◆ **YOUR ASSIGNMENT**: Line by line, repeat all the material exactly as it appears.
-------- EXERCISE INPUT
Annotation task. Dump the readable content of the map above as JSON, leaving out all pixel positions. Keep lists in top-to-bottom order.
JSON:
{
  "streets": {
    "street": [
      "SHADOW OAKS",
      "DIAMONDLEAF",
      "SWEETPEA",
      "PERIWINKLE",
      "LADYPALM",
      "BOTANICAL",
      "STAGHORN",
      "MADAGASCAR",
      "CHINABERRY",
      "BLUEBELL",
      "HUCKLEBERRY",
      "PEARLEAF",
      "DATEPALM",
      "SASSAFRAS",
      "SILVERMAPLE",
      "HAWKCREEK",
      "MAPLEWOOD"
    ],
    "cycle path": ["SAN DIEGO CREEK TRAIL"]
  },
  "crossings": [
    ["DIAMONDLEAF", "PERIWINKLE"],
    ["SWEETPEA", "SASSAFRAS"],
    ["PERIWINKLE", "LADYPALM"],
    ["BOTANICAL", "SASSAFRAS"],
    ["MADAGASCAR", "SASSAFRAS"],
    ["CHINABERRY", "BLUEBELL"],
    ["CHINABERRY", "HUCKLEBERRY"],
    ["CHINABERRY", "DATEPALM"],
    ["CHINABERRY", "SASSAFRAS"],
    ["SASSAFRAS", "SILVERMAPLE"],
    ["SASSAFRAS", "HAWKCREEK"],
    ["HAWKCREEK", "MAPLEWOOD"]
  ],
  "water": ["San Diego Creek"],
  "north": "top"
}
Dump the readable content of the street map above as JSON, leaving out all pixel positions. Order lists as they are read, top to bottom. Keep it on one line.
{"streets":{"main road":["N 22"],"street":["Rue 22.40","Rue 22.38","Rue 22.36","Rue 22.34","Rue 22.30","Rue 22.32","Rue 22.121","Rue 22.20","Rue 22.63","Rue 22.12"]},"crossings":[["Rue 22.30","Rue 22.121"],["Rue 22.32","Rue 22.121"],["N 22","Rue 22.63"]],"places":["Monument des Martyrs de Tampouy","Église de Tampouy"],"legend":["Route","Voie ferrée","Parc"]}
----------------
◆ **ANSWER SPACE**:
Annotation task. Dump the readable content of the map above as JSON, leaving out all pixel positions. Keep lists in top-to-bottom order.
JSON:
{
  "streets": {
    "street": [
      "SHADOW OAKS",
      "DIAMONDLEAF",
      "SWEETPEA",
      "PERIWINKLE",
      "LADYPALM",
      "BOTANICAL",
      "STAGHORN",
      "MADAGASCAR",
      "CHINABERRY",
      "BLUEBELL",
      "HUCKLEBERRY",
      "PEARLEAF",
      "DATEPALM",
      "SASSAFRAS",
      "SILVERMAPLE",
      "HAWKCREEK",
      "MAPLEWOOD"
    ],
    "cycle path": ["SAN DIEGO CREEK TRAIL"]
  },
  "crossings": [
    ["DIAMONDLEAF", "PERIWINKLE"],
    ["SWEETPEA", "SASSAFRAS"],
    ["PERIWINKLE", "LADYPALM"],
    ["BOTANICAL", "SASSAFRAS"],
    ["MADAGASCAR", "SASSAFRAS"],
    ["CHINABERRY", "BLUEBELL"],
    ["CHINABERRY", "HUCKLEBERRY"],
    ["CHINABERRY", "DATEPALM"],
    ["CHINABERRY", "SASSAFRAS"],
    ["SASSAFRAS", "SILVERMAPLE"],
    ["SASSAFRAS", "HAWKCREEK"],
    ["HAWKCREEK", "MAPLEWOOD"]
  ],
  "water": ["San Diego Creek"],
  "north": "top"
}
Dump the readable content of the street map above as JSON, leaving out all pixel positions. Order lists as they are read, top to bottom. Keep it on one line.
{"streets":{"main road":["N 22"],"street":["Rue 22.40","Rue 22.38","Rue 22.36","Rue 22.34","Rue 22.30","Rue 22.32","Rue 22.121","Rue 22.20","Rue 22.63","Rue 22.12"]},"crossings":[["Rue 22.30","Rue 22.121"],["Rue 22.32","Rue 22.121"],["N 22","Rue 22.63"]],"places":["Monument des Martyrs de Tampouy","Église de Tampouy"],"legend":["Route","Voie ferrée","Parc"]}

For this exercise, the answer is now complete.